PROBLEM
Please reproduce the data exactly, though every picture must stay out.

SUPPLIED INFORMATION
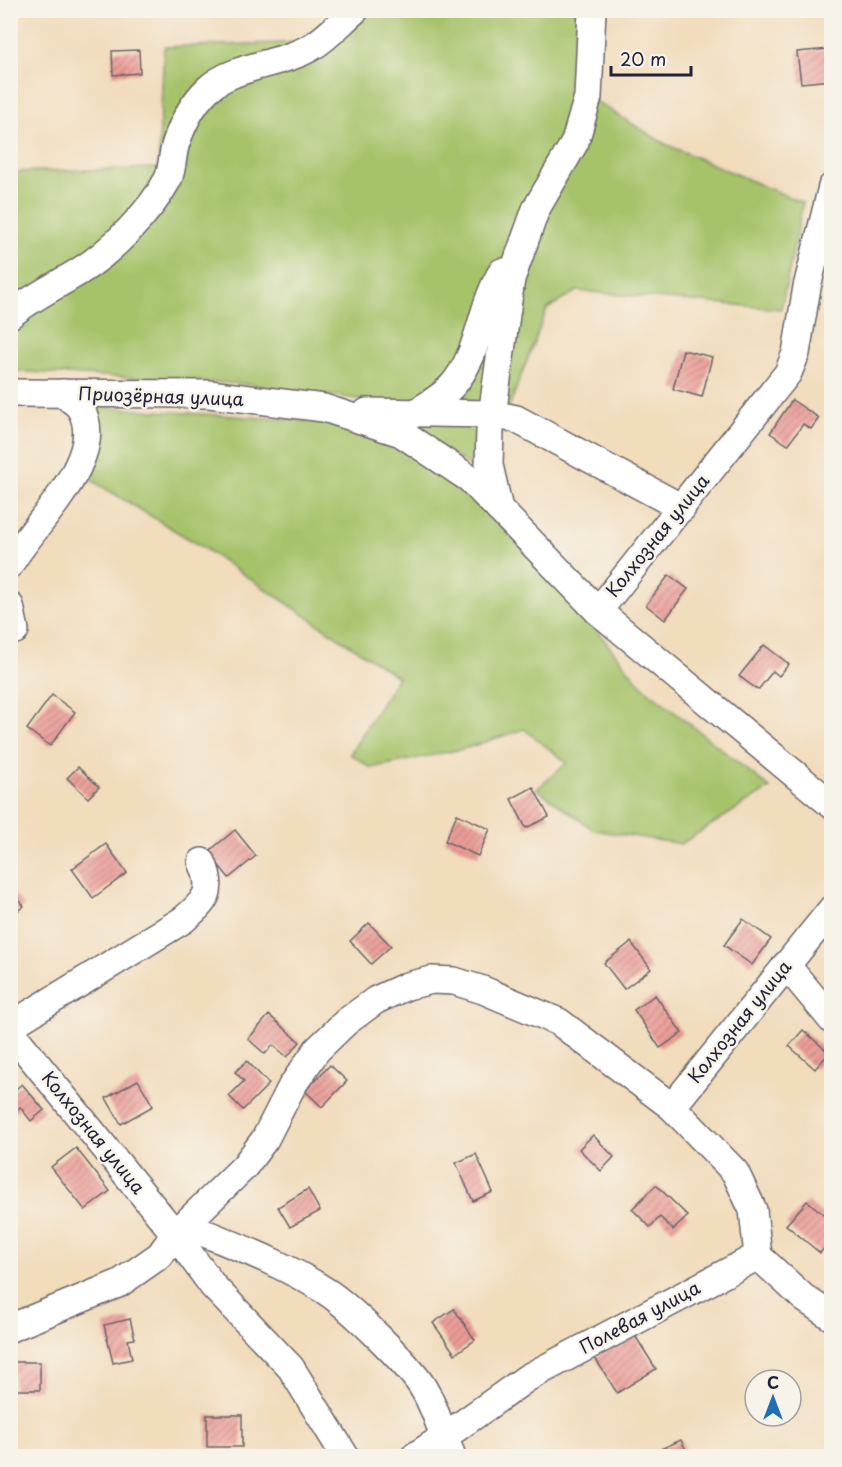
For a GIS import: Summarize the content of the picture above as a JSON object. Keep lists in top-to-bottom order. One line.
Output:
{"streets":{"street":["Приозёрная улица","Колхозная улица","Полевая улица"]},"crossings":[["Приозёрная улица","Колхозная улица"]],"scale_bar":"20 m","north":"top"}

RESPONSE BOX
For a GIS import: Summarize the content of the picture above as a JSON object. Keep lists in top-to-bottom order. One line.
Output:
{"streets":{"street":["Приозёрная улица","Колхозная улица","Полевая улица"]},"crossings":[["Приозёрная улица","Колхозная улица"]],"scale_bar":"20 m","north":"top"}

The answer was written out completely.